━━ Entries provided ━━

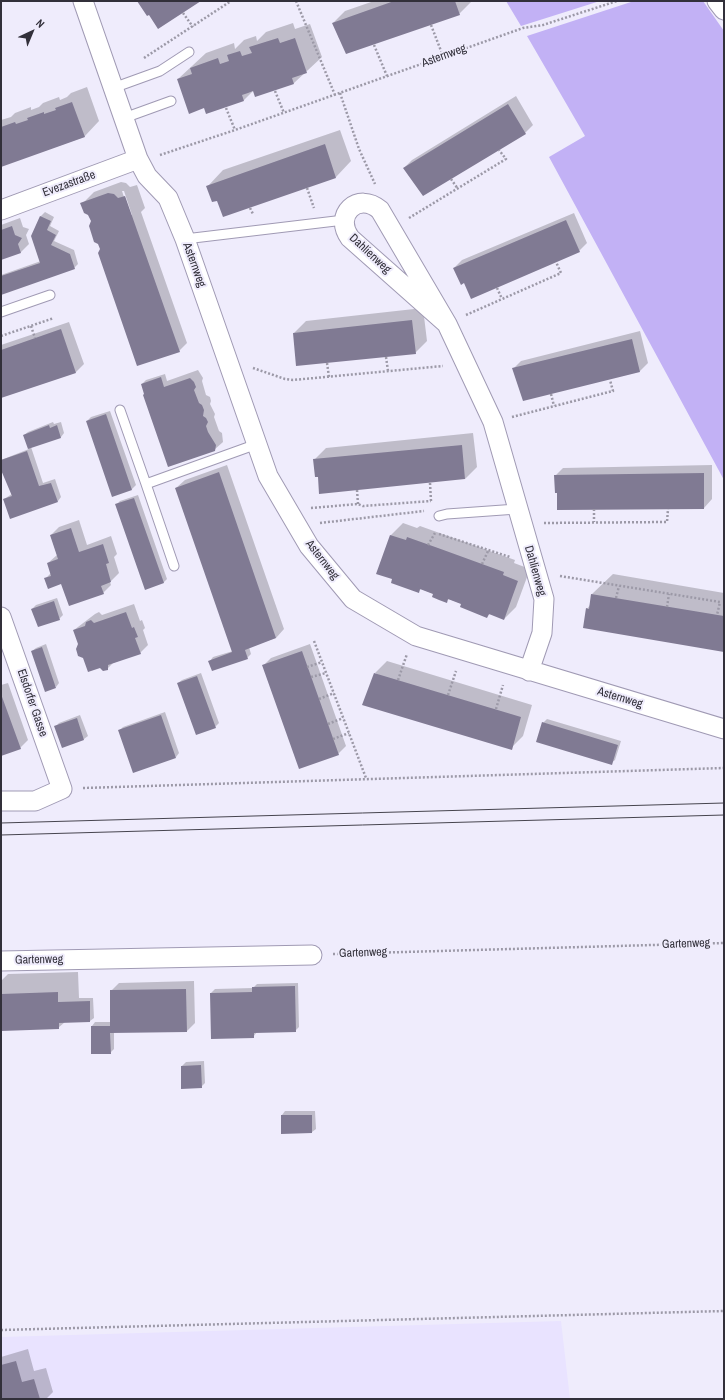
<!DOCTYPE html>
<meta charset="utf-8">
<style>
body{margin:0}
#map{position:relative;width:725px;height:1400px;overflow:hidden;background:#efecfc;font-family:"Archivo Narrow",sans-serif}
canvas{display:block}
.frame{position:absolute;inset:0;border:2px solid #32303a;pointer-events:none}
.north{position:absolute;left:12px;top:12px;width:40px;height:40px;-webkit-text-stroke:3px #efecfc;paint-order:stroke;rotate:44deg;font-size:11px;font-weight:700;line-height:16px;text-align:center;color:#32303a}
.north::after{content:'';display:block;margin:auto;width:14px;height:18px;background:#32303a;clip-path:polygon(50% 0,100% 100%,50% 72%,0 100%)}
</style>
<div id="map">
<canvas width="725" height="1400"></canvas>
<div class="frame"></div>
<div class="north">N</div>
</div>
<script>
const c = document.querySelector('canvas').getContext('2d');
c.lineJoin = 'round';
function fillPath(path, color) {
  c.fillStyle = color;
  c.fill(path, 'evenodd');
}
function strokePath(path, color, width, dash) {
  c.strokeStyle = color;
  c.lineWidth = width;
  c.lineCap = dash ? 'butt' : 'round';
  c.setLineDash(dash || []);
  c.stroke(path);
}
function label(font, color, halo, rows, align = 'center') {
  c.font = font + ' "Archivo Narrow",sans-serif';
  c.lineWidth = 4;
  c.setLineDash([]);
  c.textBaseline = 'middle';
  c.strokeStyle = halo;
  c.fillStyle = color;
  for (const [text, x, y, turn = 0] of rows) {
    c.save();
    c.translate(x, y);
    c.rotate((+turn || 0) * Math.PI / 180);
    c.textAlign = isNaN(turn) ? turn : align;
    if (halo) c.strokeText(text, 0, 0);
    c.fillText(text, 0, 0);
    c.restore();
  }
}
fillPath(new Path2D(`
 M561,1321L570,1399H1V1337Z`), '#e9e3ff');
fillPath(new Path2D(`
 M506,1H600L521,26Z
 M634,1H703L724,31V480L549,157L585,136L527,36Z`), '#c2b1f5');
fillPath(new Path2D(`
 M374,1H471V2L459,14L339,38L333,23L345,11Z
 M293,23L295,29L310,24L322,57L294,83L254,90L244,100L204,107L178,79L206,53L234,43L235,49L244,40L256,36L257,41L266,32Z
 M87,87L99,121L84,137L1,166V120L11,117L15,113L31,107V110L39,107L43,103L59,97L60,100L67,97L71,93Z
 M516,96L533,125L525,133L404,168L412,160Z
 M340,130L351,161L336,177L224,215L218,199L208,186L223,170Z
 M121,182L126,183L130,187L137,185L145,208L141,212L187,343L179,351L101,249L92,221L82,204L94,192ZM122,191H124L132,215H130Z
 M45,212L54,217L50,226L59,231L54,241L74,250L78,264L74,268L1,294V275L41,261L32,236L41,216Z
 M574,213L587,243L579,251L465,282L454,268L462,260Z
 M20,218L23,227L29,229L26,235L29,244L21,252L1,259V225Z
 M423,308L427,341L415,353L294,333L306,321Z
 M69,322L84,364L76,372L1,397V345Z
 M640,331L648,363L640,371L513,369L521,361Z
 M198,370L203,378L202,381L206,395L210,397L211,401L210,404L215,414L214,417L219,431L222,433L223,442L214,450L145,393L142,384L146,380L165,374L167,381Z
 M110,411L136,485L132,489L113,496L87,421L91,417Z
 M53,422L54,424L61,422L64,433L61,437L31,447L43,483L55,479L61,497L58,501L4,499L12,494L1,467V460L29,449L24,435L28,432Z
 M473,433L477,467L465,479L314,460L326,448Z
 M227,465L284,629L276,638L249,647L251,654L247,658L210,661L213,657L233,651L176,488L185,480Z
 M712,465V499L704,508L555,476L563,468Z
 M138,495L167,579L163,583L116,505L120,501Z
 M79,520L87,545L111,536L117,554L114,557L119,573L110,582L111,585L103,593L45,579L51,573L48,563L57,555L51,535L59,527Z
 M403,523L417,528L420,526L515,560L514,563L530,569L516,607L504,619L490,614L487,616L462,604L449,599L446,601L434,594L421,589L418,592L394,579L378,573L391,535Z
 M613,574L724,593V651L587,609L590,605L592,594Z
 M57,598L63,615L59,619L32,609L36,605Z
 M134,604L140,621L142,620L145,628L143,630L148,645L140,653L113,663L107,669L79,645L74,630L95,614L99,612L102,615Z
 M46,644L59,683L56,687L32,651L36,648Z
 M310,644L346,746L338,754L263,666L271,658Z
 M387,661L532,705L523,736L511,748L375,673Z
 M201,673L219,723L215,727L178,683L182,680Z
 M8,683L28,740L20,748L1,755V685Z
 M165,712L179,753L176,757L119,731L123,727Z
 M80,715L88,736L84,739L55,727L59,723Z
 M547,719L621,741L615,760L611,763L543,723Z
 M78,972L79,998H93L94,1018L90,1021L65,1022L58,1028L1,1030V981L8,974Z
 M194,981L195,1023L187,1031L114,1032V1049L110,1053L92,1026L95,1022H111V991L119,983Z
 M298,983L299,1027L295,1031L257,1032L253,1037L211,993L215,989L253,988L257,984Z
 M204,1061L205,1083L201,1087L182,1066L186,1062Z
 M285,1111H315L316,1129L312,1132L282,1115Z
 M28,1349L34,1371L46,1368L53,1392L46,1399H1V1357Z`), '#0003');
fillPath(new Path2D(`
 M137,1H201L158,29L149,15L147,16Z
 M394,1H455L460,15L346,54L332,23Z
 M278,38L280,43L295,38L307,73L292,78L294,84L255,97L253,91L248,93L242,95L244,101L206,114L204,108L189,114L177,79L192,74L190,68L218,58L220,64L229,61L227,55L240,51L242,56L252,53L249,47Z
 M72,102L85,137L1,167V127L15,122L16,124L28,120L27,118L44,112V114L56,110L55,108Z
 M508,104L526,134L423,196L403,168Z
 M325,144L336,178L223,217L217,201L212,202L206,186Z
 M108,193L114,194L118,198L125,196L180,352L137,366L98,253L100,249L98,244L94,242L89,226L91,221L88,215L84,213L80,203Z
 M40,216L51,221L47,230L56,235L51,245L70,254L75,269L1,295V276L40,263L31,236Z
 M566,220L580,252L471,299L464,283L461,285L453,268Z
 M12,226L15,235L22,238L18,244L21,253L1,260V230Z
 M412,320L416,354L296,366L293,333Z
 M61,329L76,373L1,398V350Z
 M632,339L640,372L523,401L512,368Z
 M161,377L164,387L190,378L194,382L196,387L194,390L199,403L202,405L204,410L203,416L206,418L208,422L206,426L208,432L216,445L215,451L168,467L143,395L144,394L141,384Z
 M106,414L132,490L112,497L86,421Z
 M49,425L50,428L57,425L61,438L28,449L23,435Z
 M462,445L465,479L319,494L318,477H315L313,459Z
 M27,451L39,486L51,483L58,502L10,519L3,499L12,496L1,470V460Z
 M219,472L276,638L245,650L248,659L212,671L208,661L232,652L175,488Z
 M704,473V509L557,510V493H555L554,475Z
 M134,498L164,583L145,590L115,504Z
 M71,528L79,552L103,544L109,563L106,564L111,582L101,586L104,594L69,606L61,584L48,589L44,578L51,576L47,563L58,559L50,535Z
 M390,535L406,540L407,537L438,548L504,572L503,575L518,581L504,620L489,614L487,618L460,607L461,604L448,599L447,603L439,600L432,597L433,594L420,589L419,593L391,583L392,579L376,574Z
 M591,594L724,616V652L583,628L586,608L589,609Z
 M54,601L60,620L38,627L31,609Z
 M126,612L132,628L134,627L138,637L135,638L141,654L108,665V670L103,671L100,668L88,672L83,658L78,656L76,649L78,644L73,630L85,626L86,622L91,620L94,623Z
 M42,647L56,688L45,692L31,651Z
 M302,651L339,755L299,769L262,665Z
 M374,673L521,717L512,750L362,705Z
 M197,676L216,728L196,735L177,683Z
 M1,694L21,749L1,756Z
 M161,715L176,758L133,773L118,730Z
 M77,718L84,740L62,748L54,726Z
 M542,722L618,745L612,765L536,742Z
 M295,986L296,1032L254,1033V1038L211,1039L210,993L252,992V987Z
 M186,989L187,1032L110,1033L111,1054H91V1026H110V990Z
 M58,992V1002L90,1001V1022L59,1023V1029L1,1031V994Z
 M201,1065L202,1088L181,1089V1066Z
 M281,1115H312V1133L281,1134Z
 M16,1361L22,1382L34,1379L40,1399H1V1365Z`), '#807a93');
const lane = new Path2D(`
 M113,88L160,71L189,52
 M124,118L171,101
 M185,239L344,220
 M1,312L50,295
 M120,410L146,484
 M439,516L447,514L517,509
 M174,566L146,484L257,444`);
const street = new Path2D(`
 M83,1L138,159L147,176L168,198L185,239L268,476L309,546L353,599L416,636L724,729
 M717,1L724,10
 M1,210L138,159
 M447,324L350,238C333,215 358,191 380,210L447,324L493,422L544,599L542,633L529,671
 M1,617L62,789L35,801H1
 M1,961L312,955`);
strokePath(lane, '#a09ab4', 11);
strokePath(street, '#a09ab4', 21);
strokePath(new Path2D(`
 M296,1L335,95
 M183,13L193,27
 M431,25L443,56
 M374,45L387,76
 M144,58L231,1
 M275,91L284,113
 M340,93L359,149L375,184
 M226,108L235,130
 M160,155L235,130L523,28L543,25L617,1
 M451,179L458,189
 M307,188L314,208
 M250,208L253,214
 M409,218L506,159L499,150
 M497,288L502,299
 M466,315L561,273L556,262
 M31,326L35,338
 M1,336L54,318
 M386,357L388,371
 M327,363L329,377
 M253,368L285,379L293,380L443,366
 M551,394L554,406
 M512,417L613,391L610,380
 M430,483L431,501
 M357,490L358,504
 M311,508L358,504L363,506L431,501
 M594,509V522
 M320,523L424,511
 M544,523L667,522L668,509
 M439,534L510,557
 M428,545L435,533
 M482,564L488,551
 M560,576L720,602L717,615
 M616,598L619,586
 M667,607L669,594
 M314,641L366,778
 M307,667L322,662
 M311,677L326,673
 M398,680L407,654
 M448,695L456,671
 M319,699L334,693
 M496,709L503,685
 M328,724L343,718
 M333,739L349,733
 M83,788L724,768
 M333,954L724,943
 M1,1330L724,1311`), '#9c99a7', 2.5, [2, 2]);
strokePath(lane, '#fff', 9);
strokePath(street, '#fff', 19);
strokePath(new Path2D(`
 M1,823L724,803
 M1,835L724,815`), '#46444e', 1);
label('12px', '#32303a', '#efecfc', [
 ["Asternweg",444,56,-20],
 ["Evezastraße",69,184,-20],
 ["Dahlienweg",370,254,43],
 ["Asternweg",194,265,70],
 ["Asternweg",322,560,52],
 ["Dahlienweg",535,571,74],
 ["Asternweg",620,698,17],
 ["Elsdorfer Gasse",32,703,71],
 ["Gartenweg",686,944,-2],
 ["Gartenweg",363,953,-2],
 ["Gartenweg",39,960,-1]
]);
</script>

━━━

_Instructions for the task_
Could you copy out every line in the listing where the word "strokeStyle" appears?

_Solution to this exercise_
  c.strokeStyle = color;
  c.strokeStyle = halo;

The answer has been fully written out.